ORLANDO – The combined formulation of sacubitril and valsartan substantially cut the rate of 30-day heart failure rehospitalizations, trimming the control rate by 38% in an analysis of data from the PARADIGM-HF trial, Dr. Scott D. Solomon reported at the American Heart Association scientific sessions.

This is an especially meaningful additional benefit for heart failure patients who take sacubitril/valsartan (Entresto) in place of enalapril or similar drugs because heart failure rehospitalizations have become a closely tracked metric for U.S. hospitals.

The sacubitril/valsartan combination received Food and Drug Administration approval last summer for treating chronic heart failure with reduced ejection fraction on the strength of results from PARADIGM-HF, which showed the two-drug combination substantially cut the rate of cardiovascular death and heart failure hospitalizations, compared with enalapril (N Engl J Med. 2014 Sep 11;371:993-1004).

“The data suggest that chronic heart failure patients treated with sacubitril/valsartan relative to enalapril are less likely to be initially hospitalized, and subsequent to discharge are less likely to return to the hospital within 30 days, thereby reducing the risk to patients and the potential financial burden to the health care system,” said Dr. Solomon, professor of medicine at Harvard Medical School and director of noninvasive cardiology at Brigham and Women’s Hospital in Boston.
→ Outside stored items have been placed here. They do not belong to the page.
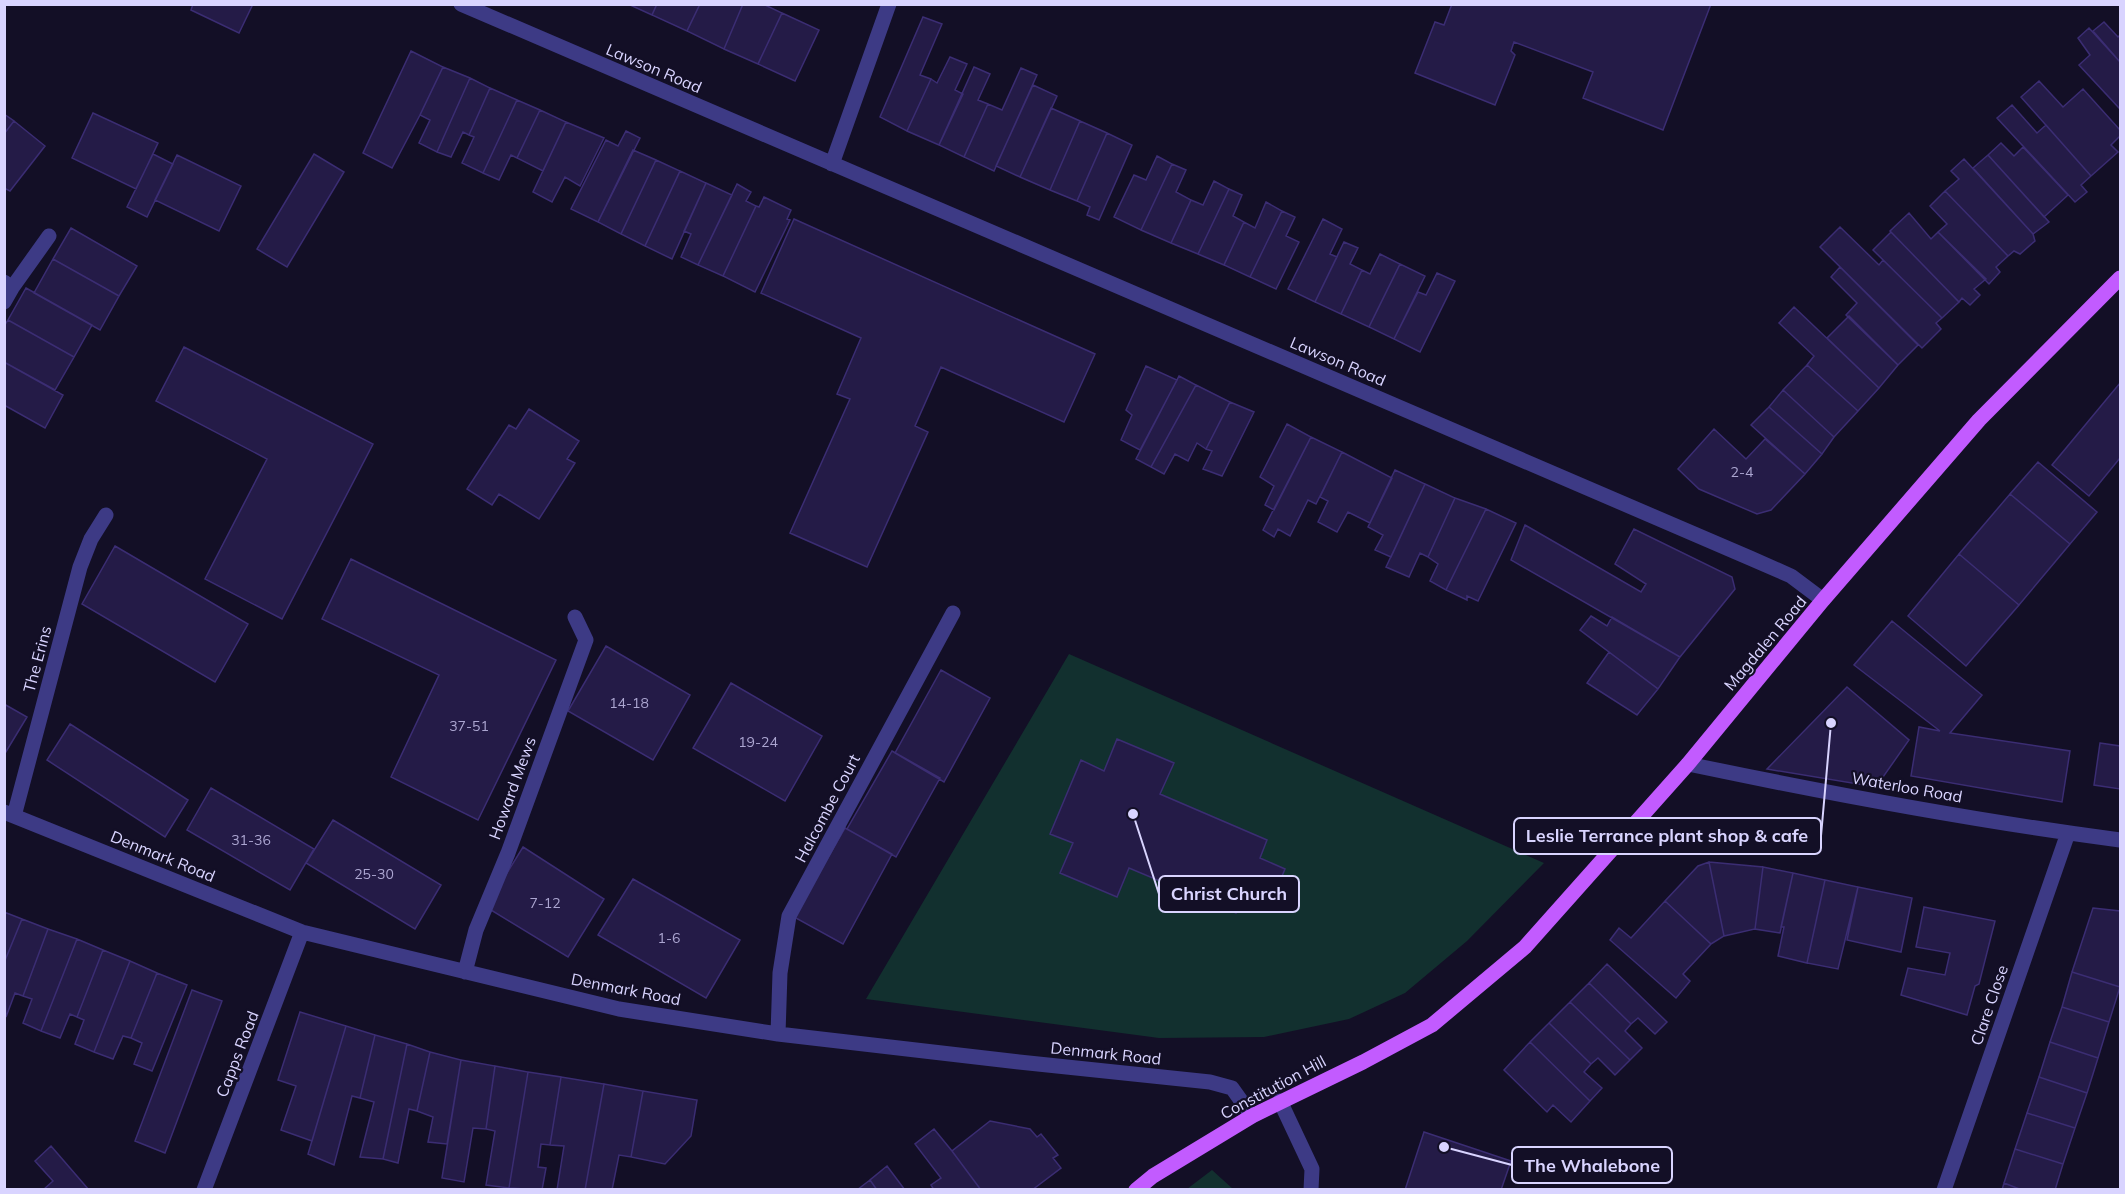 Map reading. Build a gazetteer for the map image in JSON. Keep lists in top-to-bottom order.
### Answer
{
  "streets": {
    "main road": ["Magdalen Road", "Constitution Hill"],
    "street": [
      "Lawson Road",
      "The Erins",
      "Waterloo Road",
      "Howard Mews",
      "Halcombe Court",
      "Denmark Road",
      "Clare Close",
      "Capps Road"
    ]
  },
  "crossings": [
    ["Lawson Road", "Magdalen Road"],
    ["Magdalen Road", "Waterloo Road"],
    ["Magdalen Road", "Constitution Hill"],
    ["The Erins", "Denmark Road"],
    ["Waterloo Road", "Clare Close"],
    ["Howard Mews", "Denmark Road"],
    ["Halcombe Court", "Denmark Road"],
    ["Denmark Road", "Capps Road"],
    ["Denmark Road", "Constitution Hill"]
  ],
  "places": ["Leslie Terrance plant shop & cafe", "Christ Church", "The Whalebone"],
  "house_numbers": [
    "2-4",
    "14-18",
    "37-51",
    "19-24",
    "31-36",
    "25-30",
    "7-12",
    "1-6"
  ]
} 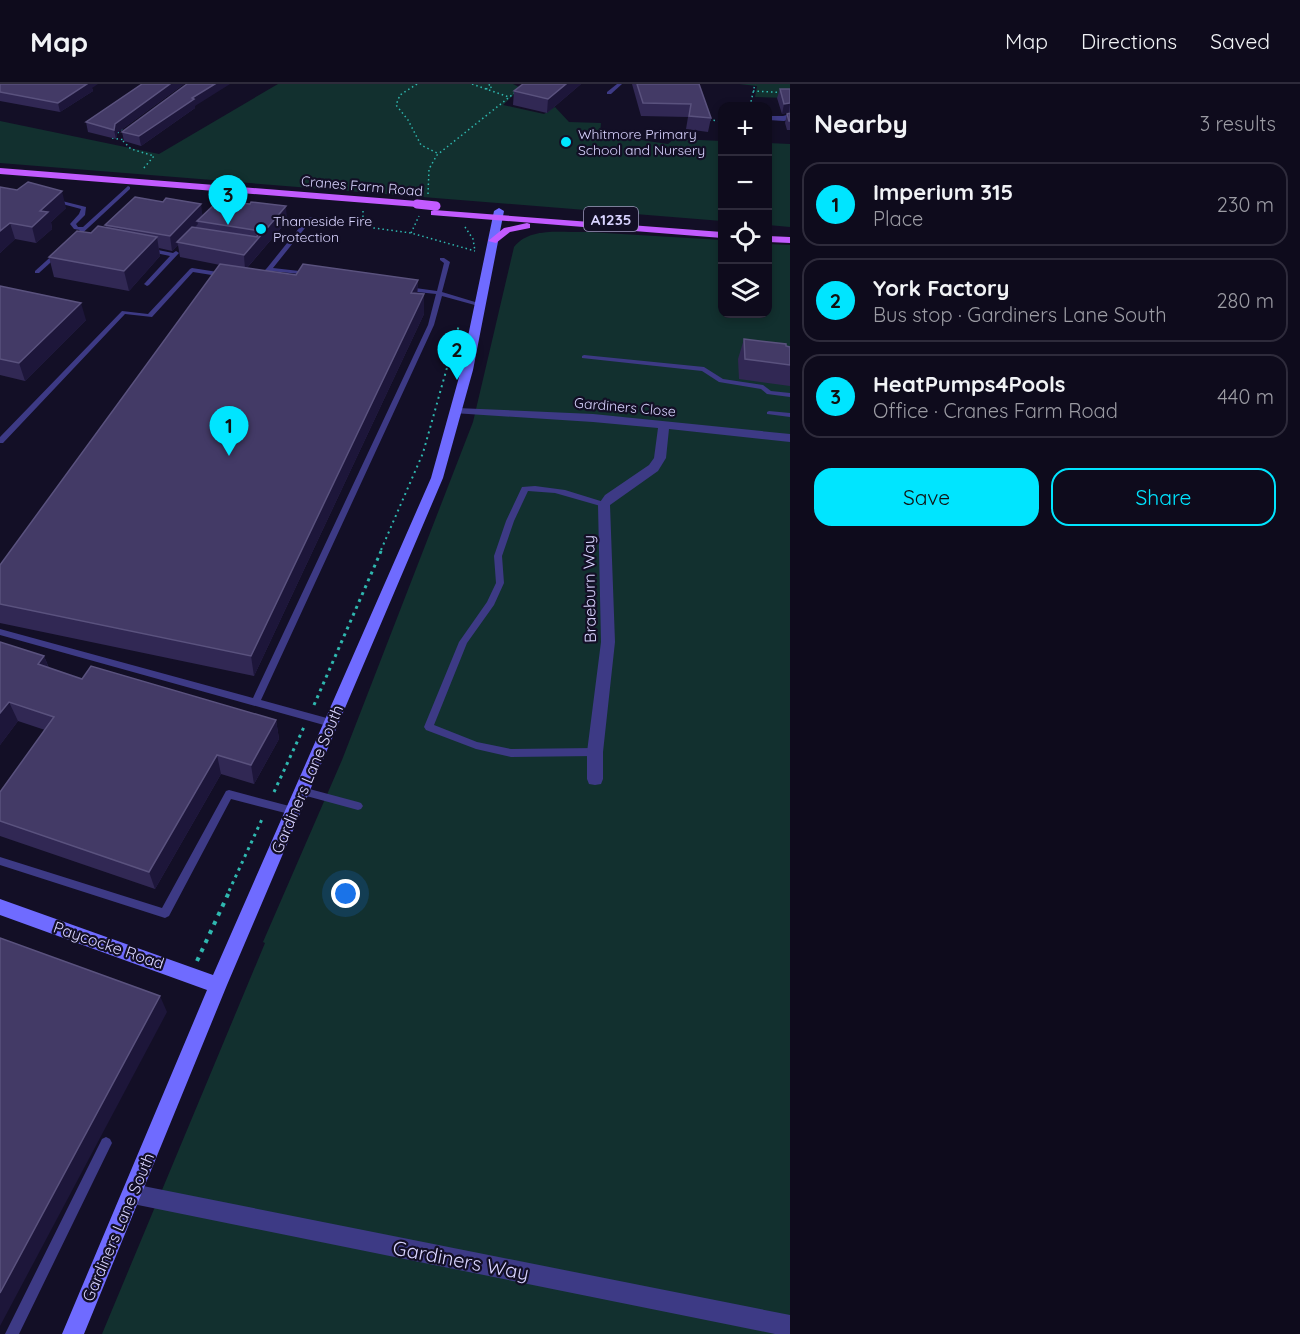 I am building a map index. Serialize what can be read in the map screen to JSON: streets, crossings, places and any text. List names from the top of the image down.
{
  "streets": {
    "main road": ["Cranes Farm Road", "A1235"],
    "street": [
      "Gardiners Close",
      "Braeburn Way",
      "Gardiners Lane South",
      "Paycocke Road",
      "Gardiners Way"
    ]
  },
  "crossings": [
    ["Cranes Farm Road", "A1235"],
    ["Cranes Farm Road", "Gardiners Lane South"],
    ["A1235", "Gardiners Lane South"],
    ["Gardiners Close", "Gardiners Lane South"],
    ["Gardiners Lane South", "Paycocke Road"],
    ["Gardiners Lane South", "Gardiners Way"]
  ],
  "places": ["Whitmore Primary School and Nursery", "Thameside Fire Protection"],
  "page": {
    "header": "Map",
    "nav": ["Map", "Directions", "Saved"],
    "heading": ["Nearby", "3 results"],
    "map_buttons": ["+", "−"],
    "list": [
      {
        "mark": "1",
        "name": "Imperium 315",
        "note": "Place",
        "value": "230 m"
      },
      {
        "mark": "2",
        "name": "York Factory",
        "note": "Bus stop · Gardiners Lane South",
        "value": "280 m"
      },
      {
        "mark": "3",
        "name": "HeatPumps4Pools",
        "note": "Office · Cranes Farm Road",
        "value": "440 m"
      }
    ],
    "pins": ["3", "2", "1"],
    "buttons": ["Save", "Share"]
  }
}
This finding may help spur faster adoption of sacubitril/valsartan as the top drug for treating the renin-angiotensin-aldosterone system in heart failure patients, commented Dr. Adrian F. Hernandez, professor and heart failure specialist at Duke University in Durham, N.C. “The fact that you can derive an early clinical benefit” that becomes an early financial benefit should help counter the higher cost for sacubitril/valsartan, compared with generic ACE inhibitors and angiotensin-receptor blockers, he said in an interview. Health system administrators “face an issue when they can only look at long-term horizons. But data like these, with the early benefit of reduced readmissions” make it easier to justify paying a higher drug cost. Health care systems increasingly focus on treatments that can produce rapid benefits, both clinically and financially, said Dr. Hernandez, director of health services and outcomes research at Duke.

In fact, a cost-effectiveness analysis of sacubitril/valsartan treatment in PARADIGM-HF that included the hospital readmissions data showed that the combined formulation was “highly cost effective,” compared with enalapril, said Dr. Solomon, who added that he and his associates will have a full report on this in 2016.

“Not only does sacubitril/valsartan reduce mortality and hospital admissions, but it also reduced readmissions. That is very exciting. This is one of the few treatments to have this effect”, commented Dr. Jennifer Thibodeau, medical director of the heart failure disease management program at the University of Texas Southwestern Medical Center in Dallas. The 38% reduction in total heart failure readmissions, compared with enalapril, and the 44% reduction in number of patients with a 30-day readmission was “pretty good,” she said in an interview. “Anything that could reduce readmissions that much is pretty good.” Plus, clinicians have already been quite excited about sacubitril/valsartan based on the primary-endpoint benefits it showed in PARADIGM-HF, “although there is always caution when a drug is brand new,” she added.

Since U.S. marketing for sacubitril/valsartan began last summer, “there has not been a big rush to adopt it,” primarily out of the usual concerns about new agents. “As we continue to see findings like these [reduced readmissions], there will be [substantial] adoption of this drug. The new findings definitely add to its attraction.” Dr. Thibodeau said.

The two subgroups of patients who had heart failure hospitalizations in PARADIGM-HF, the 675 patients in the sacubitril/valsartan arm and the 775 in the enalapril arm, closely matched each other for virtually all demographic and clinical parameters aside from history of atrial fibrillation, which was significantly more common in the enalapril patients. Even though these two subgroups had not been randomized, the near uniform consistency of their profiles made this “a valid analysis,” Dr. Solomon said. Overall, 20% of the PARADIGM-HF patients who had a heart failure hospitalization had a rehospitalization for any cause within 30 days.

The 30-day heart failure readmission rate was 10% among patients on sacubitril/valsartan and 13% among those on enalapril, a 38% relative risk reduction that was statistically significant. The number of patients with a heart failure readmission was 44% lower in the group on the combined formulation. After 60 days, readmissions for any cause were 23% lower in the sacubitril/valsartan arm, compared with enalapril, and the combined formulation dropped the number with any 60-day readmission by 30%, he reported.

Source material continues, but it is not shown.